You'll be the person who:
- Finds ideal training strategies (parallelism approaches, precision trade-offs) for a variety of model sizes and compute loads—because one-size-fits-all doesn't work at frontier scale
- Profiles, debugs, and optimizes single and multi-GPU operations using tools like Nsight and stack trace viewers to understand what's actually happening at the hardware level
- Reasons about the speed-quality trade-offs of quantization for model inference—knowing when reduced precision helps and when it hurts
- Develops and improves low-level kernel optimizations for state-of-the-art inference and training, writing custom implementations when off-the-shelf solutions leave performance on the table
- Innovates new ideas that bring us closer to the theoretical limits of GPU performance—exploring techniques that haven't been documented yet
Questions We're Wrestling With
- What's the optimal parallelism strategy for training transformer models at different scales, and how does it change with model architecture?
- Where are we memory-bound versus compute-bound, and what optimizations matter for each?
- How do you quantize diffusion models for inference without degrading generation quality?
- Which attention algorithms work best for our specific model architectures and sequence lengths?

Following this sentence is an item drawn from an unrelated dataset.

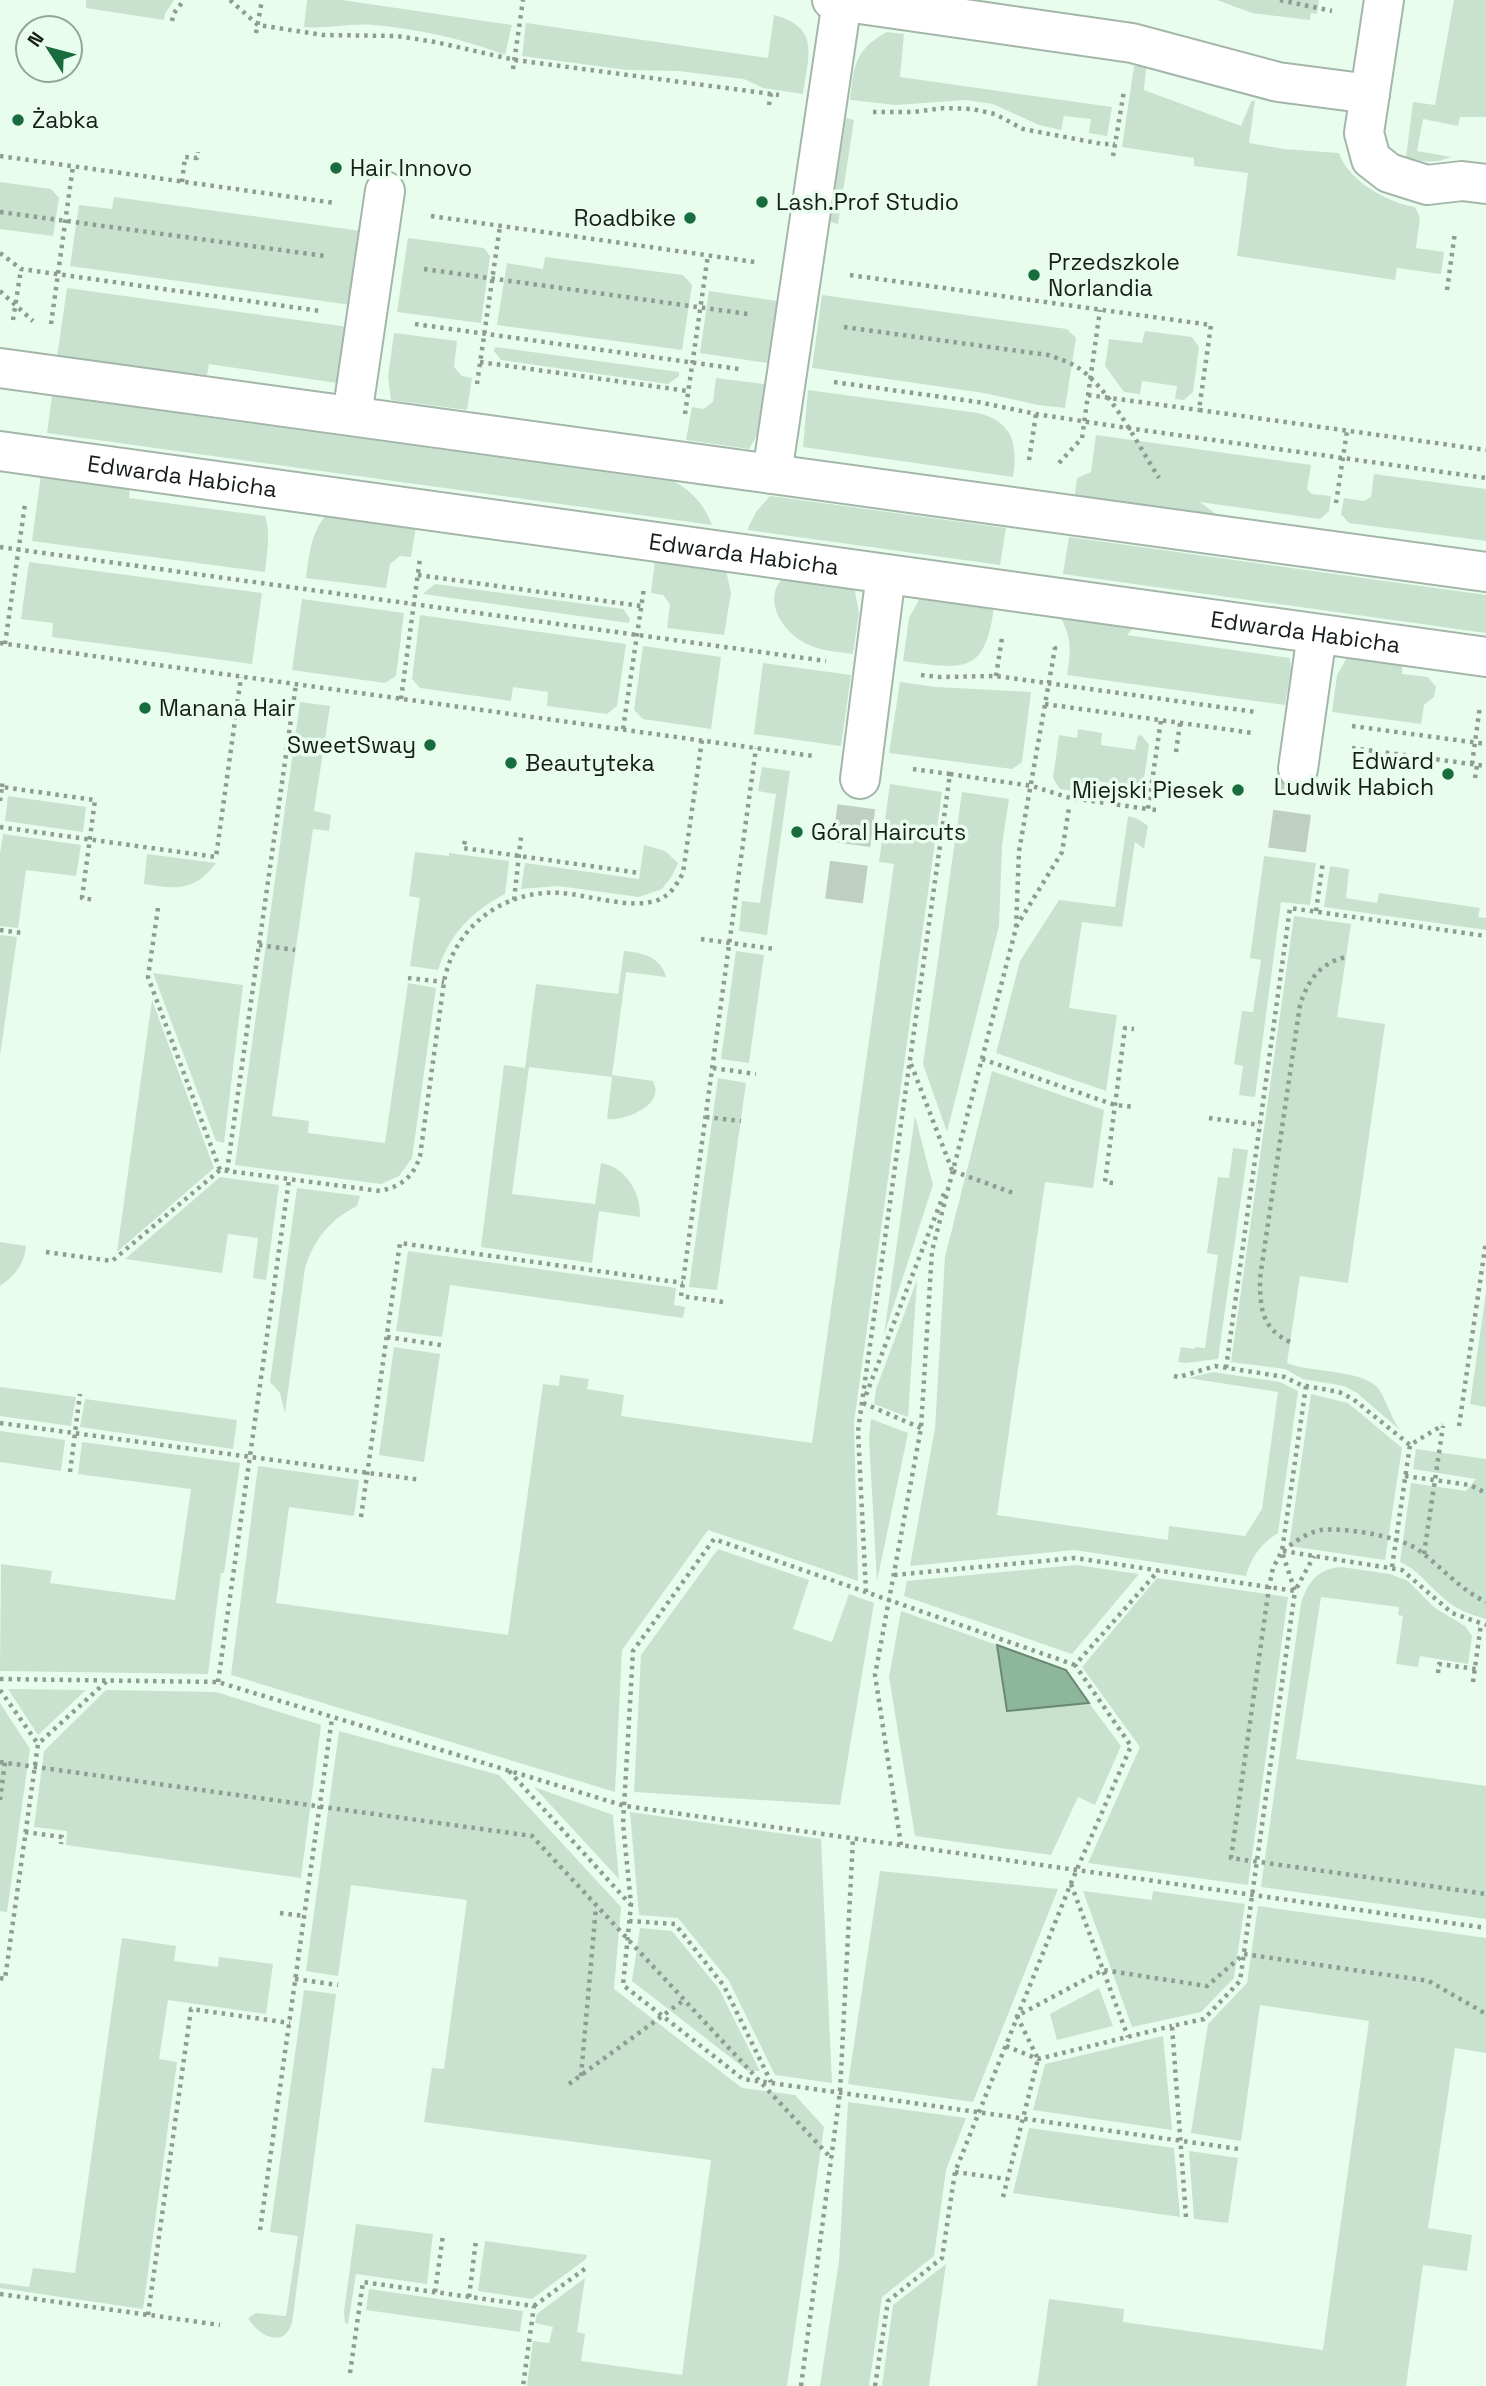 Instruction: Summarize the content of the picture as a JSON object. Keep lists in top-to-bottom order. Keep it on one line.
{"streets":{"street":["Edwarda Habicha"]},"places":["Żabka","Hair Innovo","Lash.Prof Studio","Roadbike","Przedszkole Norlandia","Manana Hair","SweetSway","Beautyteka","Edward Ludwik Habich","Miejski Piesek","Góral Haircuts"],"north":"top left"} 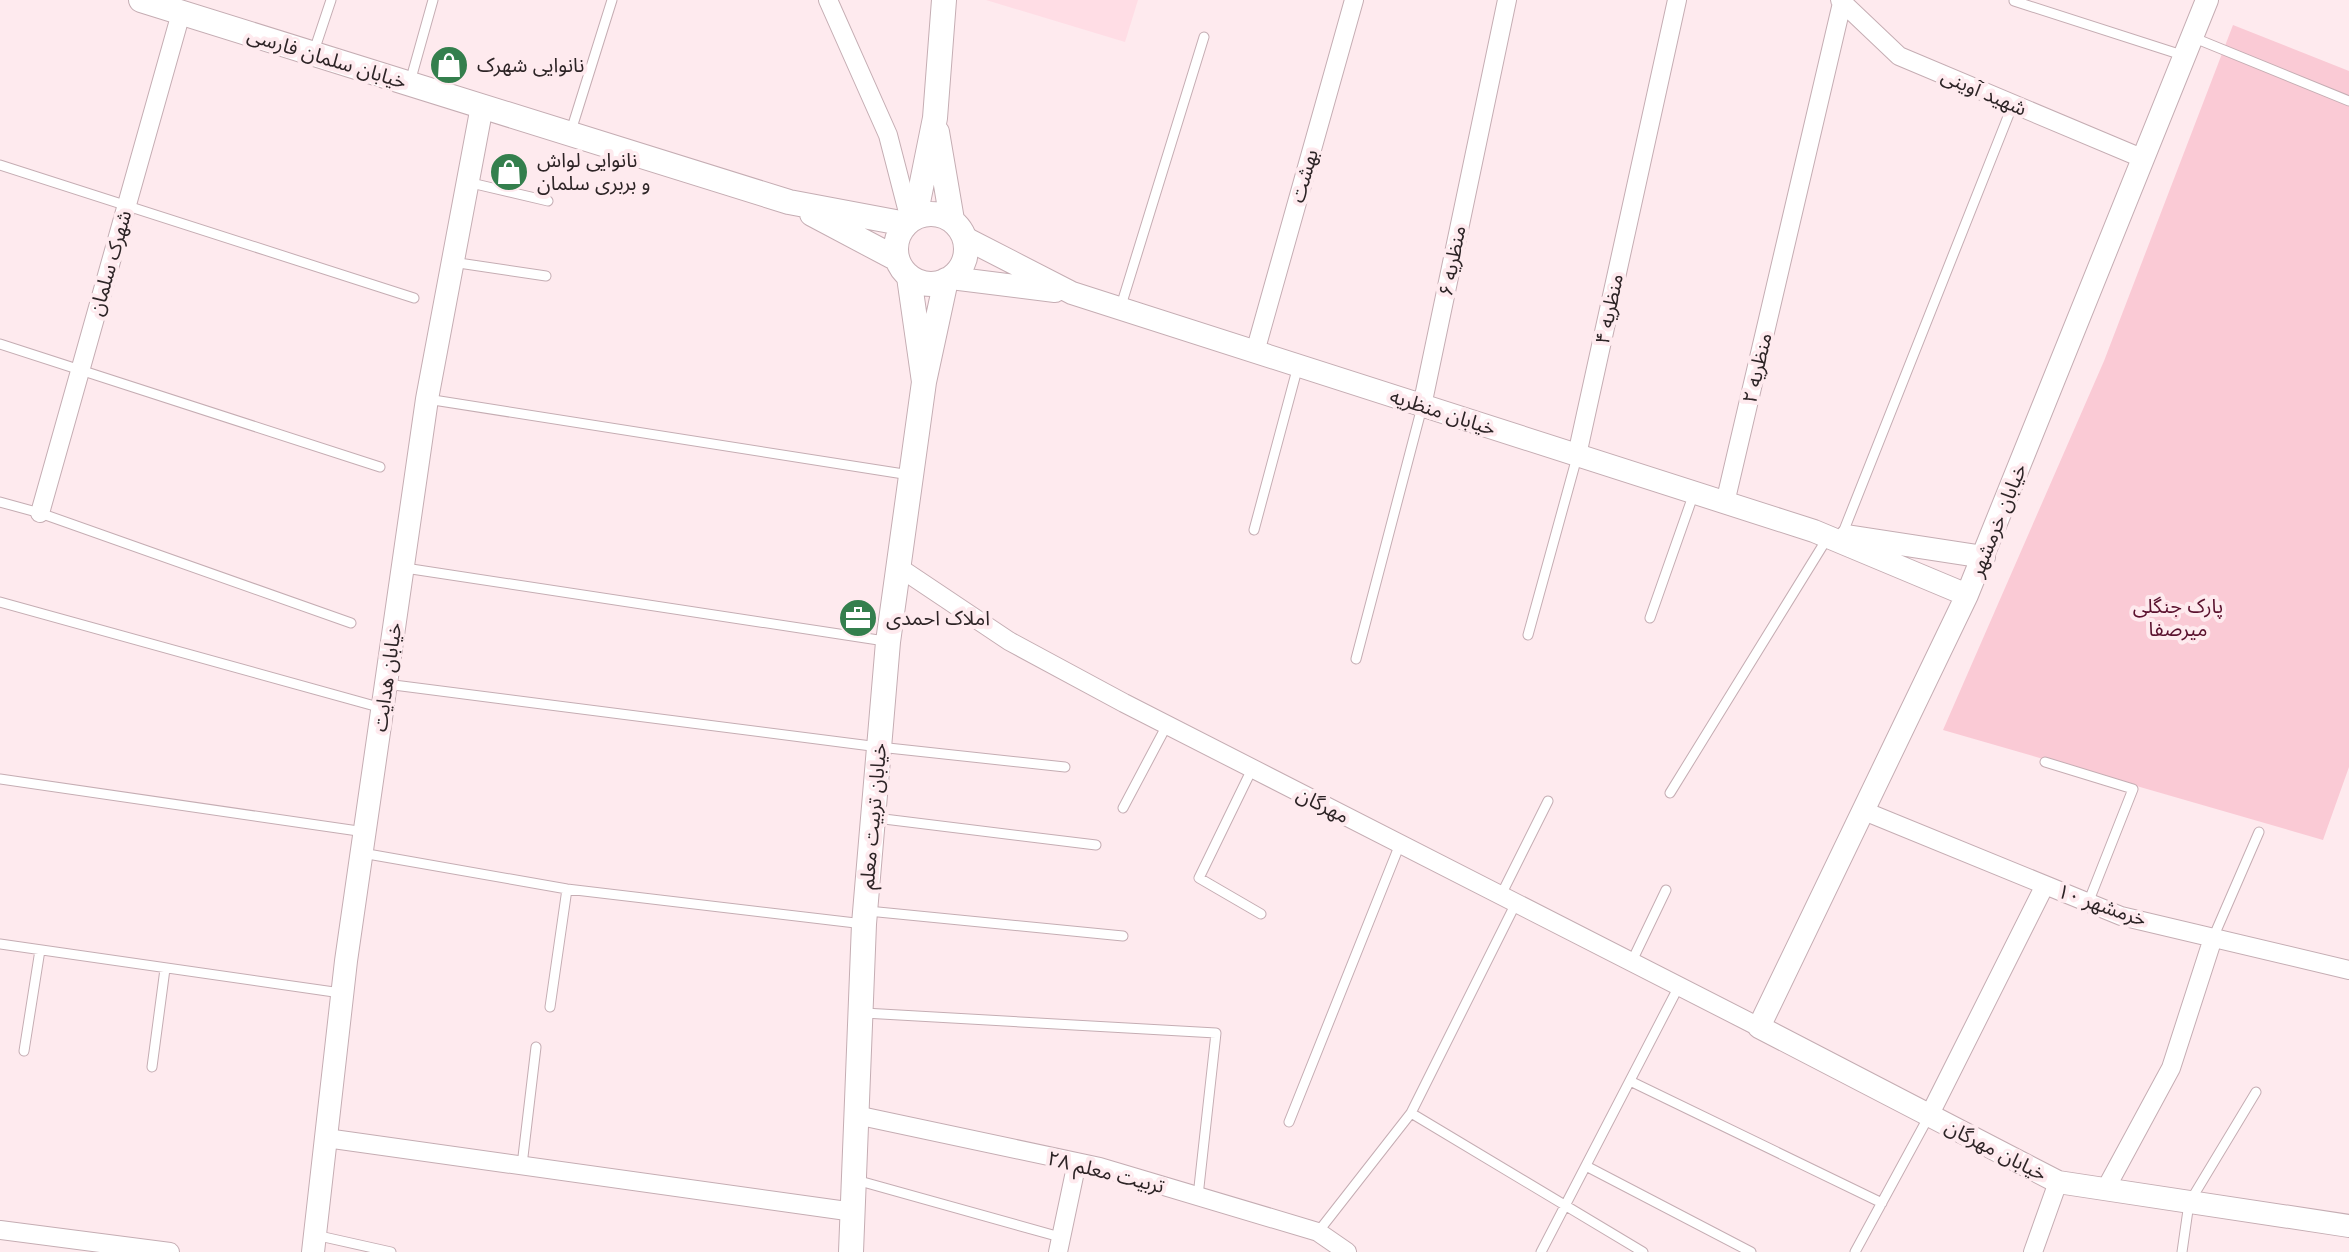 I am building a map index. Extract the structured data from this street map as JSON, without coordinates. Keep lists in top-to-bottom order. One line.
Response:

- When should we write custom CUDA versus Triton kernels versus using existing implementations?
- How do we ensure kernel correctness while dealing with floating point errors that compound across billions of operations?
- What's the gap between our current performance and the theoretical limit of the hardware—and what's preventing us from closing it?
These aren't abstract questions—they're optimizations that determine whether training takes weeks or days, whether inference is interactive or frustrating.
Who Thrives Here
You understand GPUs at a deep level—memory hierarchy, computation capabilities, the gap between theoretical and achieved performance. You've written custom kernels and debugged why they're slower than expected. You know the difference between optimizations that work in microbenchmarks and optimizations that matter for real workloads. You get excited by profiler outputs and disappointed by wasted compute cycles.
You likely have:
- Familiarity with the latest and most effective techniques in optimizing inference and training workloads—not from reading papers, but from implementing them
- Experience optimizing for both memory-bound and compute-bound operations and understanding when each constraint matters
- Deep understanding of GPU memory hierarchy and computation capabilities—knowing what the hardware can do theoretically and what prevents us from achieving it
- Expertise with efficient attention algorithms and their performance characteristics at different scales
- Experience implementing both forward and backward Triton kernels and ensuring their correctness while considering floating point errors
- Proficiency using tools like pybind to integrate custom-written kernels into PyTorch frameworks
We'd be especially excited if you:
- Have experience with diffusion and autoregressive models and understand their specific optimization challenges
- Bring deep experience in low-level CUDA kernel optimizations beyond what Triton provides
- Have shipped optimizations that materially improved training or inference speed for production models
- Understand the tradeoffs between development time and performance gains
What We're Building Toward
We're not just optimizing models—we're pushing toward the physical limits of what's possible with current hardware. Every optimization you ship makes training faster and cheaper. Every kernel you write makes inference more responsive. Every technique you develop becomes part of how frontier models get built. If that sounds more compelling than applying existing optimizations, we should talk.
Base Annual Salary: $180,000–$300,000 USD
We're based in Europe and value depth over noise, collaboration over hero culture, and honest technical conversations over hype. Our models have been downloaded hundreds of millions of times, but we're still a ~50-person team learning what's possible at the edge of generative AI.